Un coup de coeur de Mollat
Le fait de nager en Hongrie, pays qui n'a pas, comme chez nous, une quantité d'eau la bordant de toute part, doit signifier tout autre chose que nos baignades iodées du mois d'Août sur nos plages océanes que le nageur dont il est ici question n'a pu connaître mais qui ne l'a pas empêché de s'ébattre dans des rivières et des lacs, se jouant des tourbillons ou plongeant depuis des ponts en raclant des fonds pierreux, aimant, de préférence, nager loin des regards comme pour retrouver une liberté qu'il aurait laissé à sa femme partie pour l'ouest au temps où le mur de Berlin n'était pas tombé.
De cette femme nous savons qu'elle a franchi le rideau de fer, embarquée, avec une amie, dans une aventure sordide l'assimilant au sort peu envié de réfugiée. On saura qu'elle fait la plonge (mais il n'y a pas de jeu de mots) dans des restaurants qui sont à l'ouest, en Allemagne (là, peut-être).
Mais le vrai nageur, c'est le fils, Isti, suiveur malgré lui de l'errance de ce père que le départ de sa femme a propulsé dans une sorte de non-vivre. Isti, donc, que sa grande mais néanmoins jeune soeur couve d'un regard attendri et inquiet irradie cette superbe histoire ancrée tout un été au bord d'un lac où l'on nage tous les jours.

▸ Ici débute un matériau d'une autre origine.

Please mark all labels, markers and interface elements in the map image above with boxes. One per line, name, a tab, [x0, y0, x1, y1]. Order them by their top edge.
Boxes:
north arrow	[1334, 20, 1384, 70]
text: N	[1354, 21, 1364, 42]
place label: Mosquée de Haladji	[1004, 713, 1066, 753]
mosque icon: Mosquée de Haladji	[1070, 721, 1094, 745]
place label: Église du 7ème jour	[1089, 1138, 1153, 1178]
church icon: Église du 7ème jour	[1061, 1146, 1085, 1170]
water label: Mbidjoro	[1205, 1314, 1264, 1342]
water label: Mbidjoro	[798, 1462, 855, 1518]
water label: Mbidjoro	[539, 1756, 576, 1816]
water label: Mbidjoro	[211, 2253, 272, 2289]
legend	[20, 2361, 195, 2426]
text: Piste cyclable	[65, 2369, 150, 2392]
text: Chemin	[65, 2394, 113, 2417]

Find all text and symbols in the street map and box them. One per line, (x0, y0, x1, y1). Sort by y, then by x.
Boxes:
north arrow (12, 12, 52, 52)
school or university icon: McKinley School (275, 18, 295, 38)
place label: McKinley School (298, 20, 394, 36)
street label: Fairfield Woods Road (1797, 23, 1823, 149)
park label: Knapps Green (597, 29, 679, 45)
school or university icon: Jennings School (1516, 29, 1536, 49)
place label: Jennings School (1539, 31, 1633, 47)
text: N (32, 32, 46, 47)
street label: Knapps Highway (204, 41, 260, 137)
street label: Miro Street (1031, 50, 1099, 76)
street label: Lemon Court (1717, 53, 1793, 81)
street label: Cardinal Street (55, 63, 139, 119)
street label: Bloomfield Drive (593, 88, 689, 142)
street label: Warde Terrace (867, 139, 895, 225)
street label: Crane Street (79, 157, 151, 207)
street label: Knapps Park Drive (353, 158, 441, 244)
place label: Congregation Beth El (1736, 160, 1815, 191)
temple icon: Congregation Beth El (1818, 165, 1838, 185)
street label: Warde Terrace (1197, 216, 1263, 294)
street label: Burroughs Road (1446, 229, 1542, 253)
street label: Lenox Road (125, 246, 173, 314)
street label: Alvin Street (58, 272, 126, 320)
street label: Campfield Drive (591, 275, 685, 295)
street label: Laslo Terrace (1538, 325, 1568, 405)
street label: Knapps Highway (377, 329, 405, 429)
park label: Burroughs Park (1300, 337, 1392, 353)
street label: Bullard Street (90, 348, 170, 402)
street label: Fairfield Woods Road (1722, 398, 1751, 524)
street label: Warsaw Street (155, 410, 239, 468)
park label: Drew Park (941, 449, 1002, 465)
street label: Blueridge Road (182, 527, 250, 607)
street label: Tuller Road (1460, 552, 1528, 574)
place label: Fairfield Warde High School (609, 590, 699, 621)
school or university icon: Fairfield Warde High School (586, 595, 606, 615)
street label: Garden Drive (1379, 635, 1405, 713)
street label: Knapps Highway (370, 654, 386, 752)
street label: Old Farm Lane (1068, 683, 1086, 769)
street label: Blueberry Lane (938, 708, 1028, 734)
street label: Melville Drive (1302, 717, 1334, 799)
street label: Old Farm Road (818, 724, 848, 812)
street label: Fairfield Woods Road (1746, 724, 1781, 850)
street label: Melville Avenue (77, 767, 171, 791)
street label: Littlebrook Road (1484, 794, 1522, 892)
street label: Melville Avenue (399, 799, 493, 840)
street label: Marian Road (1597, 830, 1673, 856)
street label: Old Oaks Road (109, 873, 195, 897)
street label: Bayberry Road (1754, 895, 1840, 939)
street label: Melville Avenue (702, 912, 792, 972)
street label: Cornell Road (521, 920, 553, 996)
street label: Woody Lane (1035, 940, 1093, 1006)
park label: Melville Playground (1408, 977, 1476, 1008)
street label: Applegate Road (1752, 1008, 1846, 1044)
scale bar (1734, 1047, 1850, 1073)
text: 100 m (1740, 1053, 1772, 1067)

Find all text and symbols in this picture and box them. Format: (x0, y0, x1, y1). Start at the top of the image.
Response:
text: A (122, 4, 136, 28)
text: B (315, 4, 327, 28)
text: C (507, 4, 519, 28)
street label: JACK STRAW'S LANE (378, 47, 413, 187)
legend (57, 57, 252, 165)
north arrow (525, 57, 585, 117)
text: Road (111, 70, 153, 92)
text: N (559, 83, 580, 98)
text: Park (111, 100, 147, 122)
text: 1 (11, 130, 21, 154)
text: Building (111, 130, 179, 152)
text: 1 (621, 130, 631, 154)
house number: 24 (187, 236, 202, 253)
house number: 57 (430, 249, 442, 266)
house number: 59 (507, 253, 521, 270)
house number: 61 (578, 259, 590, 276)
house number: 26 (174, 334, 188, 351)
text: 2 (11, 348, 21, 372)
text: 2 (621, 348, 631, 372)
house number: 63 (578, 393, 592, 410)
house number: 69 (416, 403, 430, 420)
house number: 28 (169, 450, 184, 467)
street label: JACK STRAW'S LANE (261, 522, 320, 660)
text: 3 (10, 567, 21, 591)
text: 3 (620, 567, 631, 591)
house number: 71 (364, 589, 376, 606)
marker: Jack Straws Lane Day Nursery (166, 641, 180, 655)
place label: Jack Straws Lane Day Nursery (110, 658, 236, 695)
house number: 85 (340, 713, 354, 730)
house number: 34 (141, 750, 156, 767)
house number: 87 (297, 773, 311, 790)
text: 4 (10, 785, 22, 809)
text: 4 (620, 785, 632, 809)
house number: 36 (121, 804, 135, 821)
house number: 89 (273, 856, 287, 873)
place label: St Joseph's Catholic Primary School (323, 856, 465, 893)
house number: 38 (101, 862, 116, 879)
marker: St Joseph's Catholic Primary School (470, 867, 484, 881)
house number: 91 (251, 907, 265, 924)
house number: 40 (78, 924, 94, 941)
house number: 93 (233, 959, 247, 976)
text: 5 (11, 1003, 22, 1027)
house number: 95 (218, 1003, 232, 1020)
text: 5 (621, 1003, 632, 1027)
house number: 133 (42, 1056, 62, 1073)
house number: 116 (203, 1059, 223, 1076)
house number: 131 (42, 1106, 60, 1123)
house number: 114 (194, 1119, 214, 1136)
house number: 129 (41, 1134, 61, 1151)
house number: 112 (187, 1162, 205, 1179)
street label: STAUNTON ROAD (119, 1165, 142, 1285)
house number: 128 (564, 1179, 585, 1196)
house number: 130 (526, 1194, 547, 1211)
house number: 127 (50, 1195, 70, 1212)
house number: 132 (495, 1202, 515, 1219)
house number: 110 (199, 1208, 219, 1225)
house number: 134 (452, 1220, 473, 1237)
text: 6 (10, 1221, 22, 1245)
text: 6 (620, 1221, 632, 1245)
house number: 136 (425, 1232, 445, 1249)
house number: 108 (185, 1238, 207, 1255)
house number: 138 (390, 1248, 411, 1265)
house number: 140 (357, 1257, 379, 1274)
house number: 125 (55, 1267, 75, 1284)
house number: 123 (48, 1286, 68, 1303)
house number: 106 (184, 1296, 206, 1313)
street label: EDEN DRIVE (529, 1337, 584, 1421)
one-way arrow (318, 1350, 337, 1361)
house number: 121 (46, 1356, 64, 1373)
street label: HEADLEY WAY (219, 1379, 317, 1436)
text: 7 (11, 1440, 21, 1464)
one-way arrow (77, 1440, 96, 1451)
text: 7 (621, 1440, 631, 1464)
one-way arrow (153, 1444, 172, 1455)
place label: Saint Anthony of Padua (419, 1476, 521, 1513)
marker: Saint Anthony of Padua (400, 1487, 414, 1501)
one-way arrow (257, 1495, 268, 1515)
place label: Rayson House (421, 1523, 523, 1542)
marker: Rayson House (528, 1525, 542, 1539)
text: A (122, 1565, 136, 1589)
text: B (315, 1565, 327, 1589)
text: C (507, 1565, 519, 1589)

Mais, peu à peu, nous comprenons qu'Isti ne sera jamais un enfant comme un autre. Empressé de suivre les traces de son nageur de père, réclamant la baignade jusqu'au plus tardif des jours automnaux et trépignant l'hiver non pas à cause du froid mais parce que le lac s'est recouvert de glace et que cette glace l'empêche d'y plonger, Isti laissera dans nos coeurs et celui de sa soeur l'impérissable souvenir qu'il y avait dans sa vie l'ébauche d'un état proche de la sainteté. Nous garderons alors, en refermant le livre, le curieux sentiment d'avoir rencontré un nageur qui nageait vers les cieux.